→ Directions
Starting from the top of the entries below and ending with the line containing "width:19px; height:19px; translate:-50%", restate every line word for word, pictures omitted.

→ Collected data
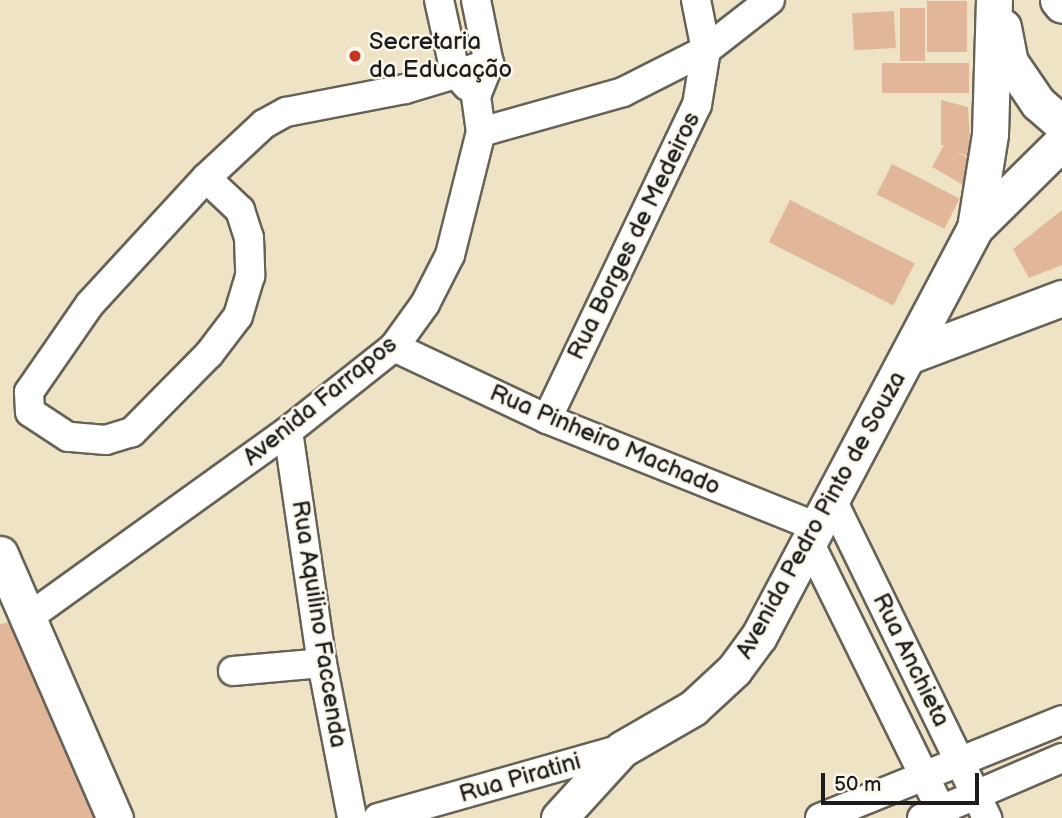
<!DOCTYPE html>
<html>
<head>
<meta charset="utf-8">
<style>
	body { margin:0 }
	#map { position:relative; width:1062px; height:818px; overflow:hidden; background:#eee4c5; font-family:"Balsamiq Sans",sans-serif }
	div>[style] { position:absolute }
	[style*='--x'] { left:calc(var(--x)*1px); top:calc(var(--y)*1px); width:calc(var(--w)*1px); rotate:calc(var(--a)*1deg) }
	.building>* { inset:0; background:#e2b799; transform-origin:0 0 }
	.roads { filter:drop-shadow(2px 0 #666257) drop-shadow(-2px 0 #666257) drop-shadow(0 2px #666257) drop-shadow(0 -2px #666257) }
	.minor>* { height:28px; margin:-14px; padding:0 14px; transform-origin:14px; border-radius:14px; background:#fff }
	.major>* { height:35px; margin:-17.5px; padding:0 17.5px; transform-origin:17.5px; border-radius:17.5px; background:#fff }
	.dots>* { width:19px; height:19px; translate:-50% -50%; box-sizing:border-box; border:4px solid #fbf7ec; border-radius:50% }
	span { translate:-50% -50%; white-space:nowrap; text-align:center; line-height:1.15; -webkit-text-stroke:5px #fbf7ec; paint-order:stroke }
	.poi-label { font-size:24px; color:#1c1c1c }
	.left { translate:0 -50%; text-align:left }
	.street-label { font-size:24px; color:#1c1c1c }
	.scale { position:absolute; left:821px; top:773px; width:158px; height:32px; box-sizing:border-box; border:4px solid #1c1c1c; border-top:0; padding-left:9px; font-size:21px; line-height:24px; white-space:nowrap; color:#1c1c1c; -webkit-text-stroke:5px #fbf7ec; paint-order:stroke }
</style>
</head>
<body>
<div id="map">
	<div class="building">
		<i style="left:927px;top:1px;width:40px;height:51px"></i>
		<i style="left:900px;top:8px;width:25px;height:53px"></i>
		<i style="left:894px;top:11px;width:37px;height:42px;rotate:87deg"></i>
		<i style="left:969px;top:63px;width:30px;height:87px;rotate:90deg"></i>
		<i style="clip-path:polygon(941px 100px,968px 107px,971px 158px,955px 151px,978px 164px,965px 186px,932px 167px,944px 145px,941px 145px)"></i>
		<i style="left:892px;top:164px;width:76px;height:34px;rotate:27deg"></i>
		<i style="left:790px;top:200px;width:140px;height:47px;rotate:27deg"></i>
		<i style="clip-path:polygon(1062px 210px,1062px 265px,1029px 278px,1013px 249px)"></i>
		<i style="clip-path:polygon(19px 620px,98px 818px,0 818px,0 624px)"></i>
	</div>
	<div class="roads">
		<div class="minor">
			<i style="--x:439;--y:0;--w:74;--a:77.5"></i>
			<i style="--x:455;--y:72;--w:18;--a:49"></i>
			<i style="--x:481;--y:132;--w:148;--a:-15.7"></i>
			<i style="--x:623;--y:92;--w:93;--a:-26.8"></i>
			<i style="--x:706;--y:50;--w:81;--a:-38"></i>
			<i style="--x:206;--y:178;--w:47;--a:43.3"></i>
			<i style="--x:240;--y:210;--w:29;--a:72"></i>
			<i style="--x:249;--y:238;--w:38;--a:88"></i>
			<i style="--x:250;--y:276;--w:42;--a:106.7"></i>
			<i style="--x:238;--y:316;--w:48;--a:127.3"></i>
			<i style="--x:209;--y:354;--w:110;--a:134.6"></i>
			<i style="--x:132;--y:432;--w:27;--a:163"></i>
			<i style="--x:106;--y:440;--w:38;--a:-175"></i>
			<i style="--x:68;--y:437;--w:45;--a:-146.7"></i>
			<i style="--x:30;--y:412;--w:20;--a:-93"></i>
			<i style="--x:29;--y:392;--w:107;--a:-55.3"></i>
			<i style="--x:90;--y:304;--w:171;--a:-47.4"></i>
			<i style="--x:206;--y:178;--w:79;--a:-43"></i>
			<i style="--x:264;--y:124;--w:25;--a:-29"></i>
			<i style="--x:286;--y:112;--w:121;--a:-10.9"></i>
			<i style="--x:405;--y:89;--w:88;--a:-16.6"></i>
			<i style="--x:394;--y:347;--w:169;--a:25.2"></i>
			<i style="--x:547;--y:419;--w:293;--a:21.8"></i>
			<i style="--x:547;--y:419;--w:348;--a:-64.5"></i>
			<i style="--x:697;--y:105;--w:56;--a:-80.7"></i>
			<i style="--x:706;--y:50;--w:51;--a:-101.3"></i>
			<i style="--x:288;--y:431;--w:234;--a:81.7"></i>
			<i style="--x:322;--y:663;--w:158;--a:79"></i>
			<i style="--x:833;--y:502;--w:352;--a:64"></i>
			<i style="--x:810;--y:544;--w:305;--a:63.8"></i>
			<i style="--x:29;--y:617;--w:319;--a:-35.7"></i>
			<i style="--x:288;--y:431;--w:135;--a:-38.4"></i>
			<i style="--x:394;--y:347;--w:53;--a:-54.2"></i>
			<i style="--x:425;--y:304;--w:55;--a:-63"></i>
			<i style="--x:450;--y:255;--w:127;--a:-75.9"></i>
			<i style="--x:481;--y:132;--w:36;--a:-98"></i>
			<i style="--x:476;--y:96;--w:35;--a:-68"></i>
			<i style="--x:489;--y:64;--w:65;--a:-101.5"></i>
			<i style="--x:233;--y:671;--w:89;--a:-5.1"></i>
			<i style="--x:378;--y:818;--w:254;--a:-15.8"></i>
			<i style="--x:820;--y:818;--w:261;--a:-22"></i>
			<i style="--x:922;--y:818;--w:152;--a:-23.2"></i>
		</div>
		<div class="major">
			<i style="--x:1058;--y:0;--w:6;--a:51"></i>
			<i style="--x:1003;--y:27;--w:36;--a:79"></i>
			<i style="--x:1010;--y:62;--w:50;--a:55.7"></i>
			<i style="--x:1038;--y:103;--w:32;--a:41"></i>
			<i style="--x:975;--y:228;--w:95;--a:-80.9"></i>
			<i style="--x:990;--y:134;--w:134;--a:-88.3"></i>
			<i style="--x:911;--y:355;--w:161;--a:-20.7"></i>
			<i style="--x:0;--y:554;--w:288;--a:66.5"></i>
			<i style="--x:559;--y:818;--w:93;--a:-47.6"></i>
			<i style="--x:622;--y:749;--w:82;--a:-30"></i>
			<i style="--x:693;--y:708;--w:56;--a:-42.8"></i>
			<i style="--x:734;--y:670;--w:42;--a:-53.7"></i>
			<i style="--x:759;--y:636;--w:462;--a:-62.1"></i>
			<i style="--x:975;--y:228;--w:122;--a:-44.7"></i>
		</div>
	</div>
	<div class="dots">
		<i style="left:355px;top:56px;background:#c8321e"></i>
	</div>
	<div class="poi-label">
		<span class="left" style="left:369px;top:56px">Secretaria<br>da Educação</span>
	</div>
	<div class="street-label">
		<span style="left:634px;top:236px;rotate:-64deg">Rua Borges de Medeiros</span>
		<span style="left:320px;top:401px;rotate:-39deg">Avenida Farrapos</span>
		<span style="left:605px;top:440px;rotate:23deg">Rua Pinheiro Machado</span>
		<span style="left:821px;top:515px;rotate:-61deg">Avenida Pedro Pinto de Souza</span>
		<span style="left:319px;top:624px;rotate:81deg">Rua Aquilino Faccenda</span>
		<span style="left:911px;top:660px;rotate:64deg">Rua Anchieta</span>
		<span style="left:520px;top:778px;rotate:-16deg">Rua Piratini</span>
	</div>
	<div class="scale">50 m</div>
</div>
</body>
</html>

→ Written solution
<!DOCTYPE html>
<html>
<head>
<meta charset="utf-8">
<style>
	body { margin:0 }
	#map { position:relative; width:1062px; height:818px; overflow:hidden; background:#eee4c5; font-family:"Balsamiq Sans",sans-serif }
	div>[style] { position:absolute }
	[style*='--x'] { left:calc(var(--x)*1px); top:calc(var(--y)*1px); width:calc(var(--w)*1px); rotate:calc(var(--a)*1deg) }
	.building>* { inset:0; background:#e2b799; transform-origin:0 0 }
	.roads { filter:drop-shadow(2px 0 #666257) drop-shadow(-2px 0 #666257) drop-shadow(0 2px #666257) drop-shadow(0 -2px #666257) }
	.minor>* { height:28px; margin:-14px; padding:0 14px; transform-origin:14px; border-radius:14px; background:#fff }
	.major>* { height:35px; margin:-17.5px; padding:0 17.5px; transform-origin:17.5px; border-radius:17.5px; background:#fff }
	.dots>* { width:19px; height:19px; translate:-50% -50%; box-sizing:border-box; border:4px solid #fbf7ec; border-radius:50% }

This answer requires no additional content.